### AIM OF THE TASK
The entries below should be quoted exactly, with no pictures carried over.

### DATA UNDER STUDY

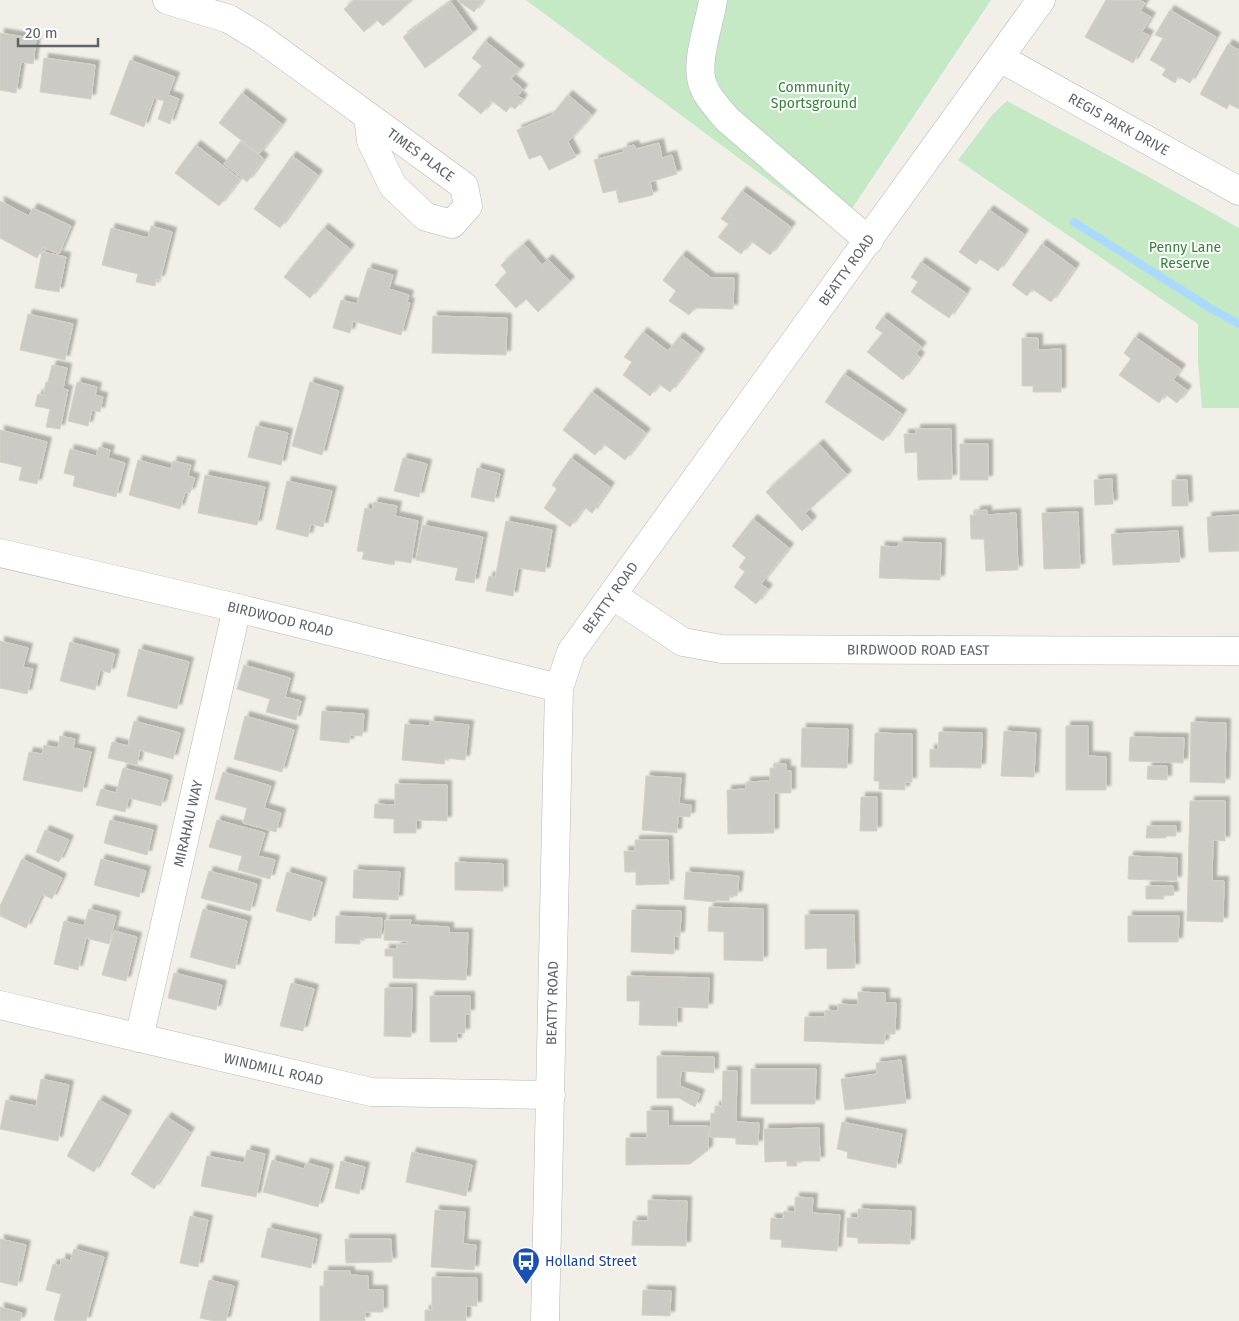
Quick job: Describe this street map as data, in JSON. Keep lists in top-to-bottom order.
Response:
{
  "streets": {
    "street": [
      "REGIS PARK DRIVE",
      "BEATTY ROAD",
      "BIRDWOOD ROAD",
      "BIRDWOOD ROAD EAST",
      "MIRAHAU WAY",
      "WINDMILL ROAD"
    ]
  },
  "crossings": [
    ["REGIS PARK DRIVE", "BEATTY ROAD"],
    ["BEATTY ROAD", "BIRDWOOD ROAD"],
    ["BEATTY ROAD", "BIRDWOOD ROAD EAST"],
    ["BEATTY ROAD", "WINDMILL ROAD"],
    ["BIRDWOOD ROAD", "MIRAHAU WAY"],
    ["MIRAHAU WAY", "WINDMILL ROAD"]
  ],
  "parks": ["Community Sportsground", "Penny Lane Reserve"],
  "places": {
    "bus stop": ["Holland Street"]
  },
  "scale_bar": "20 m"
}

### RESULT OF THE EXERCISE
Quick job: Describe this street map as data, in JSON. Keep lists in top-to-bottom order.
Response:
{
  "streets": {
    "street": [
      "REGIS PARK DRIVE",
      "BEATTY ROAD",
      "BIRDWOOD ROAD",
      "BIRDWOOD ROAD EAST",
      "MIRAHAU WAY",
      "WINDMILL ROAD"
    ]
  },
  "crossings": [
    ["REGIS PARK DRIVE", "BEATTY ROAD"],
    ["BEATTY ROAD", "BIRDWOOD ROAD"],
    ["BEATTY ROAD", "BIRDWOOD ROAD EAST"],
    ["BEATTY ROAD", "WINDMILL ROAD"],
    ["BIRDWOOD ROAD", "MIRAHAU WAY"],
    ["MIRAHAU WAY", "WINDMILL ROAD"]
  ],
  "parks": ["Community Sportsground", "Penny Lane Reserve"],
  "places": {
    "bus stop": ["Holland Street"]
  },
  "scale_bar": "20 m"
}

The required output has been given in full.